By Andrew Both
ST. LOUIS (Reuters) – Long hitters should enjoy a decided advantage at the PGA Championship at Bellerive, where plasticine-like greens and wide fairways will allow for attacking golf and a blitz of birdies.
Torrential rain on Tuesday softened an already damp course, which will have the likes of Dustin Johnson, Justin Thomas, Justin Rose, Brooks Koepka and Rory McIlroy eagerly awaiting the start on Thursday, although the PGA of America tried to put a positive face on the course condition.
“Certainly the rain has softened things up, but I look at that as very positive, because I think we could have one of the most exciting PGA Championships ever,” said Kerry Haigh, the man in charge of the course set-up.
“If you put 98 of the top 100 golfers in the world on a beatifically manicured course, with soft greens and little or no wind, I certainly hope and expect to see a lot of birdies.”

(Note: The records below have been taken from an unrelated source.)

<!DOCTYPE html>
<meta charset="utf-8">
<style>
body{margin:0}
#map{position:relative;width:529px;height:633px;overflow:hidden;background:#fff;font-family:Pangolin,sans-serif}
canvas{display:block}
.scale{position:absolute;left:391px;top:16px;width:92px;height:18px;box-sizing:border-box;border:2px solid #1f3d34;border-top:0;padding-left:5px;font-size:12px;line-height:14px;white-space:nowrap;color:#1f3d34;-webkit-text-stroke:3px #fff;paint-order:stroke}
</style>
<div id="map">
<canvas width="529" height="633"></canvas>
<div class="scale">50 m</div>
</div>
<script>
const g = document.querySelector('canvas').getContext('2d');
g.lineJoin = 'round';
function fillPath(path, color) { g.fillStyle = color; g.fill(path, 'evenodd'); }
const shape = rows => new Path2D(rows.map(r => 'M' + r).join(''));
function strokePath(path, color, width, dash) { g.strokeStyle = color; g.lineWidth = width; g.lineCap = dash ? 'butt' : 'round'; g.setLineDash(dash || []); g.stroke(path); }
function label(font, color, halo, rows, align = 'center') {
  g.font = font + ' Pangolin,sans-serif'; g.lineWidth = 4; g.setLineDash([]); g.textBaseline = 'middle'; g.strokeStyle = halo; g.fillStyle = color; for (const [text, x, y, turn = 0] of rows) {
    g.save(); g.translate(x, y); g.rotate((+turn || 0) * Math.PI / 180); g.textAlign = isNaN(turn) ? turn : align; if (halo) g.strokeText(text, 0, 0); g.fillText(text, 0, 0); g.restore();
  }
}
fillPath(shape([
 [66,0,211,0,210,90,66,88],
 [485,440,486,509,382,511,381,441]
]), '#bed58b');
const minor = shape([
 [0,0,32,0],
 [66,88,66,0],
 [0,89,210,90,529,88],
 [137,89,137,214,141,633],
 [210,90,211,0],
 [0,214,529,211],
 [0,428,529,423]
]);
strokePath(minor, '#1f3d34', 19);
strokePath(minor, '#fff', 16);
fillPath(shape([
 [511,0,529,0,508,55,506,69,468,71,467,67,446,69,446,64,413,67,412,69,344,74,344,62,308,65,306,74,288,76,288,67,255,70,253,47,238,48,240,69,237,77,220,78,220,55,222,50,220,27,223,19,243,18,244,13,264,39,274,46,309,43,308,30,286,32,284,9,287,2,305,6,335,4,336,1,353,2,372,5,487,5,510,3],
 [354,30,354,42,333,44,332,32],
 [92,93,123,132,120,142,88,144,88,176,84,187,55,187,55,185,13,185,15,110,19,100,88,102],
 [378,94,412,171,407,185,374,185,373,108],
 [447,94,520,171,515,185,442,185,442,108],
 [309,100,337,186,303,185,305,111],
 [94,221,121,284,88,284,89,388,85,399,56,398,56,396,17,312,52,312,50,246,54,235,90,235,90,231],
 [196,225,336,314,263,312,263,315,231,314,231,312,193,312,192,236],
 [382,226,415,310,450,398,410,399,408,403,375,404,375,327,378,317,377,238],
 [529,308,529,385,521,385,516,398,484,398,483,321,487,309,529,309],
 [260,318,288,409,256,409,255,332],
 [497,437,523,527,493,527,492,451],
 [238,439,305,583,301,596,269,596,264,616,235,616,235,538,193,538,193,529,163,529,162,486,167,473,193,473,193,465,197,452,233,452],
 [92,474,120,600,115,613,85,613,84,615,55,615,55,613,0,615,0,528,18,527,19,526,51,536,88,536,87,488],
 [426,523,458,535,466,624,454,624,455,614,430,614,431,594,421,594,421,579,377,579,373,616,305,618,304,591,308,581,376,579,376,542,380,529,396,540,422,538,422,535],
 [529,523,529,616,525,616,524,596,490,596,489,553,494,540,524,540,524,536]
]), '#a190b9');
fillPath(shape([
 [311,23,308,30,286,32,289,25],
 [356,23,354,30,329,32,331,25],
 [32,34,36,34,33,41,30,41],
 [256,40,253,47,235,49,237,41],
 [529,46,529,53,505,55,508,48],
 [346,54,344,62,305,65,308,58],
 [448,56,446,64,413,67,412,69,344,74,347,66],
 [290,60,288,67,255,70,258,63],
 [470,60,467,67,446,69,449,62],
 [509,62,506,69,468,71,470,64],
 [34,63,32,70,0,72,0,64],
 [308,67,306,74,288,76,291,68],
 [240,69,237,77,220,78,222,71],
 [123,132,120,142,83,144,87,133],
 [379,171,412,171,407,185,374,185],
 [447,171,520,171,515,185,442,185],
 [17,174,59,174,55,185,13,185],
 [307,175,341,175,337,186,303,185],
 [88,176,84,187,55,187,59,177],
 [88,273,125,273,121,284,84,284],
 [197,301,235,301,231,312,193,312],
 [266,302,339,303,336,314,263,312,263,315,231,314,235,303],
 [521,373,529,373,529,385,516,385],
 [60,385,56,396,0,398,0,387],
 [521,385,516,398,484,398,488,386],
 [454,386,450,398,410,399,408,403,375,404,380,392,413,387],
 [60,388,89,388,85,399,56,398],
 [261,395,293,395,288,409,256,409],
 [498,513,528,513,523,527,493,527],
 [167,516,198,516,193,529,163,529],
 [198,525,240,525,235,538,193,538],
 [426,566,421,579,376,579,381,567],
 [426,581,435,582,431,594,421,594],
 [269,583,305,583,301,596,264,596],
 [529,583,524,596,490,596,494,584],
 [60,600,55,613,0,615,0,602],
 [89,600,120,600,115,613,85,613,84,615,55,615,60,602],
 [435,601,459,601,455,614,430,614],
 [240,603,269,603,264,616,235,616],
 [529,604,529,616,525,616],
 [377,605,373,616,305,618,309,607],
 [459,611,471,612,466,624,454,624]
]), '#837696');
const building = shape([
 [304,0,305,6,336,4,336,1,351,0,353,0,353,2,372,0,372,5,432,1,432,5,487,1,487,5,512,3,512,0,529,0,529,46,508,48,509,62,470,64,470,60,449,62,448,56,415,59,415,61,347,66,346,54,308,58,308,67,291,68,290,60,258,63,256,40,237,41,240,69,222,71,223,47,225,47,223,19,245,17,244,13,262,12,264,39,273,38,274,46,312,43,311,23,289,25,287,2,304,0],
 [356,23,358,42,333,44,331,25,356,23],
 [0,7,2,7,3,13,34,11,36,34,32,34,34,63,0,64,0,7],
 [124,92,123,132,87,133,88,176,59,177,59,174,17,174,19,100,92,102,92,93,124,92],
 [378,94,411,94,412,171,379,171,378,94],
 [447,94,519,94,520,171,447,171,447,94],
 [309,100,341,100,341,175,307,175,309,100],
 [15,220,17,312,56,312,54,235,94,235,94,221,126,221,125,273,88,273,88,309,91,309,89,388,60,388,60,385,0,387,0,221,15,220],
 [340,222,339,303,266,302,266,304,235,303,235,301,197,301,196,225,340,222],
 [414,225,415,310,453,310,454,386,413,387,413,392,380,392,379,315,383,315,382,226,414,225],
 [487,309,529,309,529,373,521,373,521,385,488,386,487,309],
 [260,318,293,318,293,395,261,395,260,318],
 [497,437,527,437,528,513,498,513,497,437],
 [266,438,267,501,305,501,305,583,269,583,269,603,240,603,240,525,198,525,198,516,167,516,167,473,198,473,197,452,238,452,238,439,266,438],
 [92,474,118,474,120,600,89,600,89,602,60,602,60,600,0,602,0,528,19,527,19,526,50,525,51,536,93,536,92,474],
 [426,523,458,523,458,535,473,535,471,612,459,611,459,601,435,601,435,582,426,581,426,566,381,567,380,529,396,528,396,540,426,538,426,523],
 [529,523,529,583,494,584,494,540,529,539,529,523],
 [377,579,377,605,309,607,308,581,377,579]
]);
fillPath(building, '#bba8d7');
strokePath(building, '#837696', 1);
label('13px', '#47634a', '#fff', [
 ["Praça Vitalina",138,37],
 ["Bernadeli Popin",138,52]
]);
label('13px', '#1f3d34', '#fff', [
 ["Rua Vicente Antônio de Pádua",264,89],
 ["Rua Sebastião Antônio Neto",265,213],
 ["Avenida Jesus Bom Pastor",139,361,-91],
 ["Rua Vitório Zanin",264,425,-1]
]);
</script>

Defending champion Thomas agreed there would be plenty of low scores, but warned the course was not exactly a pushover.
“You’re going to see some high scores too, because of the length of the course and the rough,” said the world number two, who is attempting to become the first back-to-back champion since Tiger Woods in 2007.
Hot but not scorching conditions with high humidity are forecast on all four days with only an outside chance of rain and Thomas said he thought Johnson is probably the man to beat.
“He has no weaknesses in his game,” Thomas said.
“His distance control with his wedges is up there with some of the best on tour and he’s a very, very underrated putter.
“When you hit it that close, that often, you’re going to miss (some putts). That’s just how it works, percentages.”
Johnson, the 2016 U.S. Open champion, said a victory and chance to lift the Wanamaker Trophy on Sunday would turn a good year into something else.
“I can still make it a great year,” he said.
Masters champion Patrick Reed has already had a great year and said he was also raring to go on a course where many holes should favour a right-hander who hits a draw (a shot that curves from right-to-left).
“It’s hard to remember a course I’ve played that has so many doglegs left,” he said.
“Being a drawer of the ball, it fits my eye really well.”